[Material for this exercise]
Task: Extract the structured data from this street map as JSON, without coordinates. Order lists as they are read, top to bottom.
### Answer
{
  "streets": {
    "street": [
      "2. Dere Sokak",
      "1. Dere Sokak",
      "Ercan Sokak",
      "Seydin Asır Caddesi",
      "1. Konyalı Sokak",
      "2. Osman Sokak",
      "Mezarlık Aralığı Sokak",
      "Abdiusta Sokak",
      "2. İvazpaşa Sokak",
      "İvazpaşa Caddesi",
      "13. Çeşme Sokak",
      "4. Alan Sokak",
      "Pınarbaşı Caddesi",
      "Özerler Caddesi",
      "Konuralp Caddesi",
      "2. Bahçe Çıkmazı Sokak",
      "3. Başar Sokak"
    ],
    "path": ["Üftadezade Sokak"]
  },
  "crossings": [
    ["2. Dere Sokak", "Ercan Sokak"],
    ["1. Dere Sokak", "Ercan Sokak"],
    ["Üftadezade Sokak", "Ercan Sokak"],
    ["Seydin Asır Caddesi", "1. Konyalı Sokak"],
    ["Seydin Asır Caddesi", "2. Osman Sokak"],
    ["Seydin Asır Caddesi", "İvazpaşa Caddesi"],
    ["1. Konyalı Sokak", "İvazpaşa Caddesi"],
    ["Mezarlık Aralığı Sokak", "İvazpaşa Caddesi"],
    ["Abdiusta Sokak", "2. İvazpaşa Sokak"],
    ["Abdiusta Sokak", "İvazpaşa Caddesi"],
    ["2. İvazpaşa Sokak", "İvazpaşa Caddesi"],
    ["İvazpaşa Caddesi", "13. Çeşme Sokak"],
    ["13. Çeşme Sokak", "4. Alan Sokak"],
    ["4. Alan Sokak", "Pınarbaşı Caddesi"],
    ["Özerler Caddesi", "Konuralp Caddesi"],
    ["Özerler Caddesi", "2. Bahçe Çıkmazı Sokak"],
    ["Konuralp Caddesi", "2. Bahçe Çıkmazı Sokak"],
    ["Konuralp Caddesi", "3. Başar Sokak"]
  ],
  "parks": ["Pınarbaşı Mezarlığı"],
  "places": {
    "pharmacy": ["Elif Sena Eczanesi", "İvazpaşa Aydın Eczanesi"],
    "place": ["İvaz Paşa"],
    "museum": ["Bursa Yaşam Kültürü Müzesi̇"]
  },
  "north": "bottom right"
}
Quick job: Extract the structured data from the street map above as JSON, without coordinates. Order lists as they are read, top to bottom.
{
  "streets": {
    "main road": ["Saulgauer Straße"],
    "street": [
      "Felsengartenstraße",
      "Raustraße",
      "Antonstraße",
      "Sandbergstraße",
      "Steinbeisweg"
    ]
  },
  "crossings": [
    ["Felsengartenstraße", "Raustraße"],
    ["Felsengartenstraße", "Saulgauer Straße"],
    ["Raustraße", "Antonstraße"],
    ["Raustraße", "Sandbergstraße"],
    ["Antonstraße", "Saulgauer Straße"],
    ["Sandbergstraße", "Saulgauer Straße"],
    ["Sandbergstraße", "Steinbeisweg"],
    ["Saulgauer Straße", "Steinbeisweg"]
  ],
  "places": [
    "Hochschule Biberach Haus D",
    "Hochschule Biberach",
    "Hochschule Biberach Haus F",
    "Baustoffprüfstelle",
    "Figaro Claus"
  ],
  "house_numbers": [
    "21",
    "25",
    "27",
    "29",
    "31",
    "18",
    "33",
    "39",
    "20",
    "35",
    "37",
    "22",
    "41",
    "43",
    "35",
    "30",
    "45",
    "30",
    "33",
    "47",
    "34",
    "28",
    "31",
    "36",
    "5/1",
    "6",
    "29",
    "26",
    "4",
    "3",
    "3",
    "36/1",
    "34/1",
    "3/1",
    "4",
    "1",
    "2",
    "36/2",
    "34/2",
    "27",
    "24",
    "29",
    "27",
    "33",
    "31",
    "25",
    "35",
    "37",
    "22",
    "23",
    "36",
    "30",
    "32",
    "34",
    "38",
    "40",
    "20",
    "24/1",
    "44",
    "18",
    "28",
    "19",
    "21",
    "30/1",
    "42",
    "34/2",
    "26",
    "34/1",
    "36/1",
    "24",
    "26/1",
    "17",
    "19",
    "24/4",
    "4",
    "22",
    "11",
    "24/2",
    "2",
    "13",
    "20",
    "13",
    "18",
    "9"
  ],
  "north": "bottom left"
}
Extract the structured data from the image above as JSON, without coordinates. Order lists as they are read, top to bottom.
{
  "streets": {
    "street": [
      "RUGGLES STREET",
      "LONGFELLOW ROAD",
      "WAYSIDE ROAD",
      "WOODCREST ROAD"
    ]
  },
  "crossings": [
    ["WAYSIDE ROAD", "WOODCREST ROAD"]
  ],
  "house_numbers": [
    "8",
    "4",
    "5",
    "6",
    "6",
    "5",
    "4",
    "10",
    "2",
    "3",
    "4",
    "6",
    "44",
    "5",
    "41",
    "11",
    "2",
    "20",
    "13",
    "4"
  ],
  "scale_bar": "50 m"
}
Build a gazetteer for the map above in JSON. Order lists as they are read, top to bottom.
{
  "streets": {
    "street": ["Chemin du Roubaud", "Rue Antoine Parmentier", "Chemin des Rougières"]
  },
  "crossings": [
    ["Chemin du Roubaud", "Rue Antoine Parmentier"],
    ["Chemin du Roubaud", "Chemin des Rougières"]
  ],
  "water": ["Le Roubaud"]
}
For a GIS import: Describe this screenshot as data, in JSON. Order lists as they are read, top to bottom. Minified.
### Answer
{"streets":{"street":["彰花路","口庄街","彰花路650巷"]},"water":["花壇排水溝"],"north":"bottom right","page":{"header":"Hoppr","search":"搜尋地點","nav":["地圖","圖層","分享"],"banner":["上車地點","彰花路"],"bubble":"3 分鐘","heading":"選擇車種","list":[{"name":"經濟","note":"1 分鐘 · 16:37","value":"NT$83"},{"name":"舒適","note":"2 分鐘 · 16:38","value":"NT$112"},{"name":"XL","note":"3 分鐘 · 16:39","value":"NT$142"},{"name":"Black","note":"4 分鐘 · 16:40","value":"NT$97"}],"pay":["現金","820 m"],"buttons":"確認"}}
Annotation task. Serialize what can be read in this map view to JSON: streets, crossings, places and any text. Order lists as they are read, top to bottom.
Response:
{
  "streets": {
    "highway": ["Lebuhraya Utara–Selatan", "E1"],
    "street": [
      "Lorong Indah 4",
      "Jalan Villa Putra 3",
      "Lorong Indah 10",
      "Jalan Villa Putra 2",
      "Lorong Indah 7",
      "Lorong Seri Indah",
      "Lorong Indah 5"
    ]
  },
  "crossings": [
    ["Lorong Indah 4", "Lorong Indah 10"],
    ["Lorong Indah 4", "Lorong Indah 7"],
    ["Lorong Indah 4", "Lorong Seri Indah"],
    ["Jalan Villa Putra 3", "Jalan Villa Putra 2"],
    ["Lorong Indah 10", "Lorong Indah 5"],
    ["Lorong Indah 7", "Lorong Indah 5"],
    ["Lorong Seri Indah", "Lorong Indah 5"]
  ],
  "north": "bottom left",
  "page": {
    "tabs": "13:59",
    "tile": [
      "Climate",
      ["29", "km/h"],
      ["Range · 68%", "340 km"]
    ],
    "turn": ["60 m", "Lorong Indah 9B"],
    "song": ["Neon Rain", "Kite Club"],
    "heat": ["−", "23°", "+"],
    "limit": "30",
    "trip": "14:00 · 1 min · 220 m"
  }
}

[What you need to do] Retype the lines above, keeping every character.

[Exercise answer]
Task: Extract the structured data from this street map as JSON, without coordinates. Order lists as they are read, top to bottom.
### Answer
{
  "streets": {
    "street": [
      "2. Dere Sokak",
      "1. Dere Sokak",
      "Ercan Sokak",
      "Seydin Asır Caddesi",
      "1. Konyalı Sokak",
      "2. Osman Sokak",
      "Mezarlık Aralığı Sokak",
      "Abdiusta Sokak",
      "2. İvazpaşa Sokak",
      "İvazpaşa Caddesi",
      "13. Çeşme Sokak",
      "4. Alan Sokak",
      "Pınarbaşı Caddesi",
      "Özerler Caddesi",
      "Konuralp Caddesi",
      "2. Bahçe Çıkmazı Sokak",
      "3. Başar Sokak"
    ],
    "path": ["Üftadezade Sokak"]
  },
  "crossings": [
    ["2. Dere Sokak", "Ercan Sokak"],
    ["1. Dere Sokak", "Ercan Sokak"],
    ["Üftadezade Sokak", "Ercan Sokak"],
    ["Seydin Asır Caddesi", "1. Konyalı Sokak"],
    ["Seydin Asır Caddesi", "2. Osman Sokak"],
    ["Seydin Asır Caddesi", "İvazpaşa Caddesi"],
    ["1. Konyalı Sokak", "İvazpaşa Caddesi"],
    ["Mezarlık Aralığı Sokak", "İvazpaşa Caddesi"],
    ["Abdiusta Sokak", "2. İvazpaşa Sokak"],
    ["Abdiusta Sokak", "İvazpaşa Caddesi"],
    ["2. İvazpaşa Sokak", "İvazpaşa Caddesi"],
    ["İvazpaşa Caddesi", "13. Çeşme Sokak"],
    ["13. Çeşme Sokak", "4. Alan Sokak"],
    ["4. Alan Sokak", "Pınarbaşı Caddesi"],
    ["Özerler Caddesi", "Konuralp Caddesi"],
    ["Özerler Caddesi", "2. Bahçe Çıkmazı Sokak"],
    ["Konuralp Caddesi", "2. Bahçe Çıkmazı Sokak"],
    ["Konuralp Caddesi", "3. Başar Sokak"]
  ],
  "parks": ["Pınarbaşı Mezarlığı"],
  "places": {
    "pharmacy": ["Elif Sena Eczanesi", "İvazpaşa Aydın Eczanesi"],
    "place": ["İvaz Paşa"],
    "museum": ["Bursa Yaşam Kültürü Müzesi̇"]
  },
  "north": "bottom right"
}
Quick job: Extract the structured data from the street map above as JSON, without coordinates. Order lists as they are read, top to bottom.
{
  "streets": {
    "main road": ["Saulgauer Straße"],
    "street": [
      "Felsengartenstraße",
      "Raustraße",
      "Antonstraße",
      "Sandbergstraße",
      "Steinbeisweg"
    ]
  },
  "crossings": [
    ["Felsengartenstraße", "Raustraße"],
    ["Felsengartenstraße", "Saulgauer Straße"],
    ["Raustraße", "Antonstraße"],
    ["Raustraße", "Sandbergstraße"],
    ["Antonstraße", "Saulgauer Straße"],
    ["Sandbergstraße", "Saulgauer Straße"],
    ["Sandbergstraße", "Steinbeisweg"],
    ["Saulgauer Straße", "Steinbeisweg"]
  ],
  "places": [
    "Hochschule Biberach Haus D",
    "Hochschule Biberach",
    "Hochschule Biberach Haus F",
    "Baustoffprüfstelle",
    "Figaro Claus"
  ],
  "house_numbers": [
    "21",
    "25",
    "27",
    "29",
    "31",
    "18",
    "33",
    "39",
    "20",
    "35",
    "37",
    "22",
    "41",
    "43",
    "35",
    "30",
    "45",
    "30",
    "33",
    "47",
    "34",
    "28",
    "31",
    "36",
    "5/1",
    "6",
    "29",
    "26",
    "4",
    "3",
    "3",
    "36/1",
    "34/1",
    "3/1",
    "4",
    "1",
    "2",
    "36/2",
    "34/2",
    "27",
    "24",
    "29",
    "27",
    "33",
    "31",
    "25",
    "35",
    "37",
    "22",
    "23",
    "36",
    "30",
    "32",
    "34",
    "38",
    "40",
    "20",
    "24/1",
    "44",
    "18",
    "28",
    "19",
    "21",
    "30/1",
    "42",
    "34/2",
    "26",
    "34/1",
    "36/1",
    "24",
    "26/1",
    "17",
    "19",
    "24/4",
    "4",
    "22",
    "11",
    "24/2",
    "2",
    "13",
    "20",
    "13",
    "18",
    "9"
  ],
  "north": "bottom left"
}
Extract the structured data from the image above as JSON, without coordinates. Order lists as they are read, top to bottom.
{
  "streets": {
    "street": [
      "RUGGLES STREET",
      "LONGFELLOW ROAD",
      "WAYSIDE ROAD",
      "WOODCREST ROAD"
    ]
  },
  "crossings": [
    ["WAYSIDE ROAD", "WOODCREST ROAD"]
  ],
  "house_numbers": [
    "8",
    "4",
    "5",
    "6",
    "6",
    "5",
    "4",
    "10",
    "2",
    "3",
    "4",
    "6",
    "44",
    "5",
    "41",
    "11",
    "2",
    "20",
    "13",
    "4"
  ],
  "scale_bar": "50 m"
}
Build a gazetteer for the map above in JSON. Order lists as they are read, top to bottom.
{
  "streets": {
    "street": ["Chemin du Roubaud", "Rue Antoine Parmentier", "Chemin des Rougières"]
  },
  "crossings": [
    ["Chemin du Roubaud", "Rue Antoine Parmentier"],
    ["Chemin du Roubaud", "Chemin des Rougières"]
  ],
  "water": ["Le Roubaud"]
}
For a GIS import: Describe this screenshot as data, in JSON. Order lists as they are read, top to bottom. Minified.
### Answer
{"streets":{"street":["彰花路","口庄街","彰花路650巷"]},"water":["花壇排水溝"],"north":"bottom right","page":{"header":"Hoppr","search":"搜尋地點","nav":["地圖","圖層","分享"],"banner":["上車地點","彰花路"],"bubble":"3 分鐘","heading":"選擇車種","list":[{"name":"經濟","note":"1 分鐘 · 16:37","value":"NT$83"},{"name":"舒適","note":"2 分鐘 · 16:38","value":"NT$112"},{"name":"XL","note":"3 分鐘 · 16:39","value":"NT$142"},{"name":"Black","note":"4 分鐘 · 16:40","value":"NT$97"}],"pay":["現金","820 m"],"buttons":"確認"}}
Annotation task. Serialize what can be read in this map view to JSON: streets, crossings, places and any text. Order lists as they are read, top to bottom.
Response:
{
  "streets": {
    "highway": ["Lebuhraya Utara–Selatan", "E1"],
    "street": [
      "Lorong Indah 4",
      "Jalan Villa Putra 3",
      "Lorong Indah 10",
      "Jalan Villa Putra 2",
      "Lorong Indah 7",
      "Lorong Seri Indah",
      "Lorong Indah 5"
    ]
  },
  "crossings": [
    ["Lorong Indah 4", "Lorong Indah 10"],
    ["Lorong Indah 4", "Lorong Indah 7"],
    ["Lorong Indah 4", "Lorong Seri Indah"],
    ["Jalan Villa Putra 3", "Jalan Villa Putra 2"],
    ["Lorong Indah 10", "Lorong Indah 5"],
    ["Lorong Indah 7", "Lorong Indah 5"],
    ["Lorong Seri Indah", "Lorong Indah 5"]
  ],
  "north": "bottom left",
  "page": {
    "tabs": "13:59",
    "tile": [
      "Climate",
      ["29", "km/h"],
      ["Range · 68%", "340 km"]
    ],
    "turn": ["60 m", "Lorong Indah 9B"],
    "song": ["Neon Rain", "Kite Club"],
    "heat": ["−", "23°", "+"],
    "limit": "30",
    "trip": "14:00 · 1 min · 220 m"
  }
}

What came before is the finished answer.